When we’d finished discussing the frogs Ted and I set off back up the river for another hunt for the horned frogs. One exciting moment happened when my torch picked out the eyeshine of a large frog high above us on a cliff. An excited scramble up ensued (and a more exciting one back down holding it) to reveal that it wasn’t a horned frog but in fact a very large river toad.

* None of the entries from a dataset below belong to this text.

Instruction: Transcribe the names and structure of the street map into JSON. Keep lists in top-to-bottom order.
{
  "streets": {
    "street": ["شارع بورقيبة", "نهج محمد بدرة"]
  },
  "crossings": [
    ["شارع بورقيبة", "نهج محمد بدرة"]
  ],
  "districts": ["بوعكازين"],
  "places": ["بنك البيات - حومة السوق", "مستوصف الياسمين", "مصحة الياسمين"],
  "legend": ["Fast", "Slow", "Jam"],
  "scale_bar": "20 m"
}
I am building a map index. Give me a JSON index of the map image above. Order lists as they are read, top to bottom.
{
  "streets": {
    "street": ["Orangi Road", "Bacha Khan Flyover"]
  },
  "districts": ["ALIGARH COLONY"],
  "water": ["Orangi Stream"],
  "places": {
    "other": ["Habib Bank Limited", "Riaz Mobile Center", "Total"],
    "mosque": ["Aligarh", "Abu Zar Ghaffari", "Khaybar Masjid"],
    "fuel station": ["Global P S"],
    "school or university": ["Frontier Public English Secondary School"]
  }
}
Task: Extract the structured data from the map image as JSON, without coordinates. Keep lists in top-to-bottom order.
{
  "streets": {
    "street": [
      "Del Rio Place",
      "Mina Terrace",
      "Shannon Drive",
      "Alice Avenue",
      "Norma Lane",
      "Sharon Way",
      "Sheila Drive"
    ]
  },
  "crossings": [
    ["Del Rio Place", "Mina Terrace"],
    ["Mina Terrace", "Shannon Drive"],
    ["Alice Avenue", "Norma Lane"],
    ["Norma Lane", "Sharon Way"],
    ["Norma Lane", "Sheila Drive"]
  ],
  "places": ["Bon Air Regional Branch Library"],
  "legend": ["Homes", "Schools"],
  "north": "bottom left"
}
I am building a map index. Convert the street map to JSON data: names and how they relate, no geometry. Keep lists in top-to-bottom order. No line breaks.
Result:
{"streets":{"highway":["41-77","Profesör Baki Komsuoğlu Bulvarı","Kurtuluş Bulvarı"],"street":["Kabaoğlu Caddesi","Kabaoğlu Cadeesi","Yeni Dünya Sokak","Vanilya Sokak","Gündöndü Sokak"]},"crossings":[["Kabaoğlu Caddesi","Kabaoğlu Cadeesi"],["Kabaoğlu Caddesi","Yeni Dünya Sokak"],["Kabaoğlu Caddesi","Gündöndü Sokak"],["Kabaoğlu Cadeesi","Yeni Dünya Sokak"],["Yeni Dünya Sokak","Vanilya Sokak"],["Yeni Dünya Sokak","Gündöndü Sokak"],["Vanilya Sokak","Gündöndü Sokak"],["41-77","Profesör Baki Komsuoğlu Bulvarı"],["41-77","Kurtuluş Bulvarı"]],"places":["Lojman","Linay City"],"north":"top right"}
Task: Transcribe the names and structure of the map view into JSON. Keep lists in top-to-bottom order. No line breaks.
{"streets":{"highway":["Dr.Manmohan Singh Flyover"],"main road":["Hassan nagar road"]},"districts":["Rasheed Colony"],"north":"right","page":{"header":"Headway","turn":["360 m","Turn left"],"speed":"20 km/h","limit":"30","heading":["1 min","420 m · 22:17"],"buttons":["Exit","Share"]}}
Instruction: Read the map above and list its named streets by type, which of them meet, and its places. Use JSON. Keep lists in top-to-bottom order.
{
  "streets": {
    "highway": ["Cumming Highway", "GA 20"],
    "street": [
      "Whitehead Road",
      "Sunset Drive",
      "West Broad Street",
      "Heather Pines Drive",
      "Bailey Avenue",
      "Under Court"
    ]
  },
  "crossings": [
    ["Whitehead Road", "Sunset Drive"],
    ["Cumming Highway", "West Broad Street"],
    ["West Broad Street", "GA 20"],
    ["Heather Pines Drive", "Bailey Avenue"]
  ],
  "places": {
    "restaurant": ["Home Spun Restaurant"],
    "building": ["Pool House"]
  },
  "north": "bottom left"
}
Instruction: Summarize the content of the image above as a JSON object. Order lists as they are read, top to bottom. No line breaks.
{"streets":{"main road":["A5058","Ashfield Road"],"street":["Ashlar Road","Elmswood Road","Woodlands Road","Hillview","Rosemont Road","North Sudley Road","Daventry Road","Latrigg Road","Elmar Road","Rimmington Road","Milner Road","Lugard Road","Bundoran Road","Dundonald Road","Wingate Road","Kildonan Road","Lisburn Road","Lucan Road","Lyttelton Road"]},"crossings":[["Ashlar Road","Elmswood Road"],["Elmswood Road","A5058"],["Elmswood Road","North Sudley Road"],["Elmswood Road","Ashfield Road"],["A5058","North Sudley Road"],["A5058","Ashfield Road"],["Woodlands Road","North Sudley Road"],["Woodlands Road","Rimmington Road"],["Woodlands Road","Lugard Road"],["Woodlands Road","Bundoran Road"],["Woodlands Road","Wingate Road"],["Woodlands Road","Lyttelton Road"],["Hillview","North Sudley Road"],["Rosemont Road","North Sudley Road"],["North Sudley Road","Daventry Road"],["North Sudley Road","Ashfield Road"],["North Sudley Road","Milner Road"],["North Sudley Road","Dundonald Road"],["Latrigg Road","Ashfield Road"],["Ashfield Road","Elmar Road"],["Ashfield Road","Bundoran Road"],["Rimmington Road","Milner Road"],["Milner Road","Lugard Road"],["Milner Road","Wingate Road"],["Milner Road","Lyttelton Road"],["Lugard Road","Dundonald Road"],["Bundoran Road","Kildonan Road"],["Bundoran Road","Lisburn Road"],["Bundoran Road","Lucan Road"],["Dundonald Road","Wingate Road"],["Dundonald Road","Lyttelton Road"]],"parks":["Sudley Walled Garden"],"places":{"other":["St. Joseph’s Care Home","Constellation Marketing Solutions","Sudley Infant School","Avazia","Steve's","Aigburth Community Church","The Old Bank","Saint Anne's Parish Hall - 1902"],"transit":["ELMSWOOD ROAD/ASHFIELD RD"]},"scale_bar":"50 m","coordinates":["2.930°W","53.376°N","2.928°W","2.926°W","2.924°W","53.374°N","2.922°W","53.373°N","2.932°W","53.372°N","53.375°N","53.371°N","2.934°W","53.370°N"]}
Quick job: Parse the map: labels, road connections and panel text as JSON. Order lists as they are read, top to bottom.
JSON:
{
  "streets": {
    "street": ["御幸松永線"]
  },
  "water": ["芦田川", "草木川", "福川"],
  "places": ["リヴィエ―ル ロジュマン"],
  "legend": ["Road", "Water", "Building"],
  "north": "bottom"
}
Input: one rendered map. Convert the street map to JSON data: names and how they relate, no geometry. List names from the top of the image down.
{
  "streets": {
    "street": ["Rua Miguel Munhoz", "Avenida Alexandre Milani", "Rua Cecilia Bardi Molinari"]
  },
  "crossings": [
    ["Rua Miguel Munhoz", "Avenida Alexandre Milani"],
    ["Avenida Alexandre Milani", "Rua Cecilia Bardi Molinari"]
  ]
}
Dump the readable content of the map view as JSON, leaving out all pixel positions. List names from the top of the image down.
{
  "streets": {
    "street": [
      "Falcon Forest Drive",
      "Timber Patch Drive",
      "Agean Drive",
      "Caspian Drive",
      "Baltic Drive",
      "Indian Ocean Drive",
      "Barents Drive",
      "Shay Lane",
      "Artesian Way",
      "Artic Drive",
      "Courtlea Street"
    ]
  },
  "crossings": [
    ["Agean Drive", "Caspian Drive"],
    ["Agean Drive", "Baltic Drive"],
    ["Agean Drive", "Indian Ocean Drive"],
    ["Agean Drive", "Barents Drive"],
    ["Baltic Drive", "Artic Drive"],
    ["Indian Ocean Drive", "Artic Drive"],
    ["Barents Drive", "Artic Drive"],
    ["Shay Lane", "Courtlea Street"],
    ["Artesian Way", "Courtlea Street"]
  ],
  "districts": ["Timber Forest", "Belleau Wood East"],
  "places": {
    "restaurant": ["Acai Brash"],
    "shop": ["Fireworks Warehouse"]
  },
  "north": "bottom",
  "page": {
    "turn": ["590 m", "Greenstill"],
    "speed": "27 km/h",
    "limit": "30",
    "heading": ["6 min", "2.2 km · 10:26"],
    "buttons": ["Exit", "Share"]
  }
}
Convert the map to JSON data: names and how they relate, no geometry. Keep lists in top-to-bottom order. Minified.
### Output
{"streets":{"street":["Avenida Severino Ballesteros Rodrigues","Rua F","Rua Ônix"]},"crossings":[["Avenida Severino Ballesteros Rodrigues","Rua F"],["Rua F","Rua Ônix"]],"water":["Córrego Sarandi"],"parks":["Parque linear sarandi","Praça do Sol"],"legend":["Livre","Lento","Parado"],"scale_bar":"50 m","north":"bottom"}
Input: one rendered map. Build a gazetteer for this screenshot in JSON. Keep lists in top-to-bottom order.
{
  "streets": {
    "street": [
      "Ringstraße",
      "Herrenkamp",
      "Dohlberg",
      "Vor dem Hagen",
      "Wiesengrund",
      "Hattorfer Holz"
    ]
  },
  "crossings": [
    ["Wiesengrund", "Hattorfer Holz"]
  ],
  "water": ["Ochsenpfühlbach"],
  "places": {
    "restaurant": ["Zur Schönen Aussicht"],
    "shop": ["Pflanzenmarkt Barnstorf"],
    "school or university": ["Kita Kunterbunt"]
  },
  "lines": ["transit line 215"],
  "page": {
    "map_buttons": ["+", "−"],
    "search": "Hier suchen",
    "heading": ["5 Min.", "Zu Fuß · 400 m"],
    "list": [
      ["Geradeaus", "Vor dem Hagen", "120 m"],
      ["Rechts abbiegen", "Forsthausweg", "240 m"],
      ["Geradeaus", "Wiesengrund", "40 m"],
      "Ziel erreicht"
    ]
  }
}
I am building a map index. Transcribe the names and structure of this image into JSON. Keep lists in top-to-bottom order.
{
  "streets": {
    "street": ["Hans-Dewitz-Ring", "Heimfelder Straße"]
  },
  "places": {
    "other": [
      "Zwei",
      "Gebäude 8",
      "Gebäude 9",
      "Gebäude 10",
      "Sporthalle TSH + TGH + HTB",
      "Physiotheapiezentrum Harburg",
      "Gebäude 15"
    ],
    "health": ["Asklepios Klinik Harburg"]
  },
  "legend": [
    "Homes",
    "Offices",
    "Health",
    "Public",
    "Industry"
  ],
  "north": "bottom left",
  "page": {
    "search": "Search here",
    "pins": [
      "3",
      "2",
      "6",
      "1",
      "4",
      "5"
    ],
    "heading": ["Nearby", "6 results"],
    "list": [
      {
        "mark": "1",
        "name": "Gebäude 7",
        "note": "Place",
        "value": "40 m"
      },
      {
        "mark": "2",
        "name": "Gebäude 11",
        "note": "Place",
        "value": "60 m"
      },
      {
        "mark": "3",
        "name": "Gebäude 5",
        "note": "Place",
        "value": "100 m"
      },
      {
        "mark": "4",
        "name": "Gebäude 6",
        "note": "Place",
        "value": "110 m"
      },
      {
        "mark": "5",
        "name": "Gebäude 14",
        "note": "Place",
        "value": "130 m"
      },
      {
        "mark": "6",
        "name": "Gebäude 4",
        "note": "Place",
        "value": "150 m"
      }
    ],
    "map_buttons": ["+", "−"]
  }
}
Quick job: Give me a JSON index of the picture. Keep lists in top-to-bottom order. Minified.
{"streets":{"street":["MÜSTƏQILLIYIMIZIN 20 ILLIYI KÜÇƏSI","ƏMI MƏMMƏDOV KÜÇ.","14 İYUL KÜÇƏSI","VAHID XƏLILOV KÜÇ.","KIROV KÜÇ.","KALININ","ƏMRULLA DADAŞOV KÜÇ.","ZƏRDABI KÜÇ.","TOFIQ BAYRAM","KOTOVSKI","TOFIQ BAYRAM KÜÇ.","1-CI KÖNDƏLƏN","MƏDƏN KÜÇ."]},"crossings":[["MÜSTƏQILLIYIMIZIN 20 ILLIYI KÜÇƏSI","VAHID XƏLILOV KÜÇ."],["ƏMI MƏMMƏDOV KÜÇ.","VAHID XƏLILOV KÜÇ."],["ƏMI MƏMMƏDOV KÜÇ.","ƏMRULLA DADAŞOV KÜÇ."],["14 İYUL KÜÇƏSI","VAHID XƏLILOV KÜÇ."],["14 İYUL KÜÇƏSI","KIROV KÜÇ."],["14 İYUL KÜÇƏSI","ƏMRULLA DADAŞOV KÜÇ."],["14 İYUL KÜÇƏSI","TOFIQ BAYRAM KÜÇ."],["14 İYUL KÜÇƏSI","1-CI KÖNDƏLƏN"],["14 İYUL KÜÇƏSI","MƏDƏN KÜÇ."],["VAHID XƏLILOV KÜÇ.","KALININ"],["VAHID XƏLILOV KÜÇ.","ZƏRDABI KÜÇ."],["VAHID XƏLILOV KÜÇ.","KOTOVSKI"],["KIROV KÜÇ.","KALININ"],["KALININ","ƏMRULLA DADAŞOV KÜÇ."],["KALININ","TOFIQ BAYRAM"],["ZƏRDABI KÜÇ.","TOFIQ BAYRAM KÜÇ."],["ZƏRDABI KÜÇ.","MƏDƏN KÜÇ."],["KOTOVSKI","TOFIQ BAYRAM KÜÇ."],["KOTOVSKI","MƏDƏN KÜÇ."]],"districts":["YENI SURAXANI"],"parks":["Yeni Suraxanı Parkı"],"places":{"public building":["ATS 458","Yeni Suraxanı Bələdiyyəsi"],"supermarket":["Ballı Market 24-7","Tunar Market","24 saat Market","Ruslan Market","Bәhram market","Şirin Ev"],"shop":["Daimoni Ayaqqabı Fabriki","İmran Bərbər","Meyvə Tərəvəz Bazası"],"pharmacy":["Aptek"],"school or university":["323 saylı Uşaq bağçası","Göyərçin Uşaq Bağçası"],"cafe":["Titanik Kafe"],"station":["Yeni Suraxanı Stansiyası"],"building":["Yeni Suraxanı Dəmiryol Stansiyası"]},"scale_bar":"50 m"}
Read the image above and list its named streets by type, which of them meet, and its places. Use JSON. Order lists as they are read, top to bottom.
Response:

Exploring up a side stream a beautiful pink snail was found which I think is an Everettia sp. (after a long internet trawl back home)! A shout from Ted on the other side of a tree and he emerged looking very pleased with himself holding a violin beetle (Mormolyce sp.)!! Something we had been really hoping to see on the trip but hadn’t held out much hope. This incredible beetle has extremely modified elytra (wing cases) which help it camouflage against jungle leaves when hiding during the day. At night these animals are predatory and feed on insects underneath black and white bracket fungi (although this one was found on a green leaf about 1.5 metres up!). The young are xylophagous meaning they eat dead wood and so are important decomposers in the jungle. These beetles also have one of the better claims to fame (as if they needed one): they are the world’s flattest insect (relatively)!!
Taking the beetle back to camp, and making it a house overnight to show people in the morning, we headed to bed happy.